++++ DATA SUPPLIED ++++
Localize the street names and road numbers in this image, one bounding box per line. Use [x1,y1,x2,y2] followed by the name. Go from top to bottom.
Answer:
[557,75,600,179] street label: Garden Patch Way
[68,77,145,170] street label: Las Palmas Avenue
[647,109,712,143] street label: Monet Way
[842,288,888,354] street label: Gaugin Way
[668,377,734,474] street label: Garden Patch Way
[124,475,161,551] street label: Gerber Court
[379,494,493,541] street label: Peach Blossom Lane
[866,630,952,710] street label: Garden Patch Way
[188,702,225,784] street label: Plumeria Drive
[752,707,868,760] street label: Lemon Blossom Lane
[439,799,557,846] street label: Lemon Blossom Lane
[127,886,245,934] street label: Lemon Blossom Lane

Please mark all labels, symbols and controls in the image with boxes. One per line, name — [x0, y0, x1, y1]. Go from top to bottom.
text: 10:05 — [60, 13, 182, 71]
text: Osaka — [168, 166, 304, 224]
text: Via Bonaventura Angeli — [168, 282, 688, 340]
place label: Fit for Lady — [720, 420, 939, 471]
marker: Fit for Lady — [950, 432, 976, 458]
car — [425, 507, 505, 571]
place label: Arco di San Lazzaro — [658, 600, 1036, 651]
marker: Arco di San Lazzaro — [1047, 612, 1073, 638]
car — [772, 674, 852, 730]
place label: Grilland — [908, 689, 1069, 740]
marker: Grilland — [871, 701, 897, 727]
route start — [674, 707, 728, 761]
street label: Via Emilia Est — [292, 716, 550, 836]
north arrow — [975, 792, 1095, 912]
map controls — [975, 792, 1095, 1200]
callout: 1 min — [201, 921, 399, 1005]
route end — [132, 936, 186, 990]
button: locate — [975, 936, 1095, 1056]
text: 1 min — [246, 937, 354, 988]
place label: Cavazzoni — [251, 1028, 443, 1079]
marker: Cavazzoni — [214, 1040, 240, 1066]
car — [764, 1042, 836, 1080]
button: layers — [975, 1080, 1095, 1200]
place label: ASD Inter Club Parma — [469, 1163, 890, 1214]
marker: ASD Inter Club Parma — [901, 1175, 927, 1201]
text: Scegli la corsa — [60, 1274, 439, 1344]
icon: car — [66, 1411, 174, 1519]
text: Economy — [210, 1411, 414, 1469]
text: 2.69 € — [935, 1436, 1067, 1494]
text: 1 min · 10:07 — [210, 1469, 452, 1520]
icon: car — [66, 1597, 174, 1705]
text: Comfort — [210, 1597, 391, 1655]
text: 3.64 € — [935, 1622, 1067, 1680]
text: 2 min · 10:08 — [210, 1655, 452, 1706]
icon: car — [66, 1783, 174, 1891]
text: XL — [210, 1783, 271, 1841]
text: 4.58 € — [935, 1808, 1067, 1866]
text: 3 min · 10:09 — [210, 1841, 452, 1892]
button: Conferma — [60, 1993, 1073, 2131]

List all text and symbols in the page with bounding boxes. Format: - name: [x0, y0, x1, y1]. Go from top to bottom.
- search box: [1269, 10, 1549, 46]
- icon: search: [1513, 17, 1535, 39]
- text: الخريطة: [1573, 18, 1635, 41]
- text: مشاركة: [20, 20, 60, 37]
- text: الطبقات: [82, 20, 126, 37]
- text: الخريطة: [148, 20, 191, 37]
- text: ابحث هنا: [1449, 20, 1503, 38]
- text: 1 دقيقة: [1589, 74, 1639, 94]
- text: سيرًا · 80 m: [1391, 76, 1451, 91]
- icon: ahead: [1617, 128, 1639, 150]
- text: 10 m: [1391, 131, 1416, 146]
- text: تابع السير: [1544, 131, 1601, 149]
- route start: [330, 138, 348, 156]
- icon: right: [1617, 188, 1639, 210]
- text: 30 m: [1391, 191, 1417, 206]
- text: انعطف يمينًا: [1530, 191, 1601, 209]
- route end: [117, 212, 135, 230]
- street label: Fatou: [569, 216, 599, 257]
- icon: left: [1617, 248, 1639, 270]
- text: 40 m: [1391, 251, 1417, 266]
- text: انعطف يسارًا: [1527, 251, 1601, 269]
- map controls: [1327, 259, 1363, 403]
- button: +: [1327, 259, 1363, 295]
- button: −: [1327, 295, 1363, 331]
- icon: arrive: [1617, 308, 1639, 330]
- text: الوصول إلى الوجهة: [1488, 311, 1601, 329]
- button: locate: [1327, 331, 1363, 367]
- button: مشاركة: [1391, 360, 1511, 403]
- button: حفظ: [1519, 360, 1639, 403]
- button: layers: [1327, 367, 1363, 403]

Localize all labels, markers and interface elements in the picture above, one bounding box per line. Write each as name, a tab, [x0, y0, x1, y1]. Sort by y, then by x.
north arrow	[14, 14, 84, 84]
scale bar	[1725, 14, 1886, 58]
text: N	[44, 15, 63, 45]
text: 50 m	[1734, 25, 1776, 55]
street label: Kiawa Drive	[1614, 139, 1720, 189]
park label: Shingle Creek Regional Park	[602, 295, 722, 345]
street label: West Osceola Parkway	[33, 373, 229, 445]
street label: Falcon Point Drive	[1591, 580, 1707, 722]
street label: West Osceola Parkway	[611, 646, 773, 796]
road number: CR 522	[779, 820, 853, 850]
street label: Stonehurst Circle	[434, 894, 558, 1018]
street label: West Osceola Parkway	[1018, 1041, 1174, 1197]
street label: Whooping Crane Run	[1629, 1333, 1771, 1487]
++++
Print out the whole of the material above exactly as it stands.

Localize the street names and road numbers in this image, one bounding box per line. Use [x1,y1,x2,y2] followed by the name. Go from top to bottom.
Answer:
[557,75,600,179] street label: Garden Patch Way
[68,77,145,170] street label: Las Palmas Avenue
[647,109,712,143] street label: Monet Way
[842,288,888,354] street label: Gaugin Way
[668,377,734,474] street label: Garden Patch Way
[124,475,161,551] street label: Gerber Court
[379,494,493,541] street label: Peach Blossom Lane
[866,630,952,710] street label: Garden Patch Way
[188,702,225,784] street label: Plumeria Drive
[752,707,868,760] street label: Lemon Blossom Lane
[439,799,557,846] street label: Lemon Blossom Lane
[127,886,245,934] street label: Lemon Blossom Lane

Please mark all labels, symbols and controls in the image with boxes. One per line, name — [x0, y0, x1, y1]. Go from top to bottom.
text: 10:05 — [60, 13, 182, 71]
text: Osaka — [168, 166, 304, 224]
text: Via Bonaventura Angeli — [168, 282, 688, 340]
place label: Fit for Lady — [720, 420, 939, 471]
marker: Fit for Lady — [950, 432, 976, 458]
car — [425, 507, 505, 571]
place label: Arco di San Lazzaro — [658, 600, 1036, 651]
marker: Arco di San Lazzaro — [1047, 612, 1073, 638]
car — [772, 674, 852, 730]
place label: Grilland — [908, 689, 1069, 740]
marker: Grilland — [871, 701, 897, 727]
route start — [674, 707, 728, 761]
street label: Via Emilia Est — [292, 716, 550, 836]
north arrow — [975, 792, 1095, 912]
map controls — [975, 792, 1095, 1200]
callout: 1 min — [201, 921, 399, 1005]
route end — [132, 936, 186, 990]
button: locate — [975, 936, 1095, 1056]
text: 1 min — [246, 937, 354, 988]
place label: Cavazzoni — [251, 1028, 443, 1079]
marker: Cavazzoni — [214, 1040, 240, 1066]
car — [764, 1042, 836, 1080]
button: layers — [975, 1080, 1095, 1200]
place label: ASD Inter Club Parma — [469, 1163, 890, 1214]
marker: ASD Inter Club Parma — [901, 1175, 927, 1201]
text: Scegli la corsa — [60, 1274, 439, 1344]
icon: car — [66, 1411, 174, 1519]
text: Economy — [210, 1411, 414, 1469]
text: 2.69 € — [935, 1436, 1067, 1494]
text: 1 min · 10:07 — [210, 1469, 452, 1520]
icon: car — [66, 1597, 174, 1705]
text: Comfort — [210, 1597, 391, 1655]
text: 3.64 € — [935, 1622, 1067, 1680]
text: 2 min · 10:08 — [210, 1655, 452, 1706]
icon: car — [66, 1783, 174, 1891]
text: XL — [210, 1783, 271, 1841]
text: 4.58 € — [935, 1808, 1067, 1866]
text: 3 min · 10:09 — [210, 1841, 452, 1892]
button: Conferma — [60, 1993, 1073, 2131]

List all text and symbols in the page with bounding boxes. Format: - name: [x0, y0, x1, y1]. Go from top to bottom.
- search box: [1269, 10, 1549, 46]
- icon: search: [1513, 17, 1535, 39]
- text: الخريطة: [1573, 18, 1635, 41]
- text: مشاركة: [20, 20, 60, 37]
- text: الطبقات: [82, 20, 126, 37]
- text: الخريطة: [148, 20, 191, 37]
- text: ابحث هنا: [1449, 20, 1503, 38]
- text: 1 دقيقة: [1589, 74, 1639, 94]
- text: سيرًا · 80 m: [1391, 76, 1451, 91]
- icon: ahead: [1617, 128, 1639, 150]
- text: 10 m: [1391, 131, 1416, 146]
- text: تابع السير: [1544, 131, 1601, 149]
- route start: [330, 138, 348, 156]
- icon: right: [1617, 188, 1639, 210]
- text: 30 m: [1391, 191, 1417, 206]
- text: انعطف يمينًا: [1530, 191, 1601, 209]
- route end: [117, 212, 135, 230]
- street label: Fatou: [569, 216, 599, 257]
- icon: left: [1617, 248, 1639, 270]
- text: 40 m: [1391, 251, 1417, 266]
- text: انعطف يسارًا: [1527, 251, 1601, 269]
- map controls: [1327, 259, 1363, 403]
- button: +: [1327, 259, 1363, 295]
- button: −: [1327, 295, 1363, 331]
- icon: arrive: [1617, 308, 1639, 330]
- text: الوصول إلى الوجهة: [1488, 311, 1601, 329]
- button: locate: [1327, 331, 1363, 367]
- button: مشاركة: [1391, 360, 1511, 403]
- button: حفظ: [1519, 360, 1639, 403]
- button: layers: [1327, 367, 1363, 403]

Localize all labels, markers and interface elements in the picture above, one bounding box per line. Write each as name, a tab, [x0, y0, x1, y1]. Sort by y, then by x.
north arrow	[14, 14, 84, 84]
scale bar	[1725, 14, 1886, 58]
text: N	[44, 15, 63, 45]
text: 50 m	[1734, 25, 1776, 55]
street label: Kiawa Drive	[1614, 139, 1720, 189]
park label: Shingle Creek Regional Park	[602, 295, 722, 345]
street label: West Osceola Parkway	[33, 373, 229, 445]
street label: Falcon Point Drive	[1591, 580, 1707, 722]
street label: West Osceola Parkway	[611, 646, 773, 796]
road number: CR 522	[779, 820, 853, 850]
street label: Stonehurst Circle	[434, 894, 558, 1018]
street label: West Osceola Parkway	[1018, 1041, 1174, 1197]
street label: Whooping Crane Run	[1629, 1333, 1771, 1487]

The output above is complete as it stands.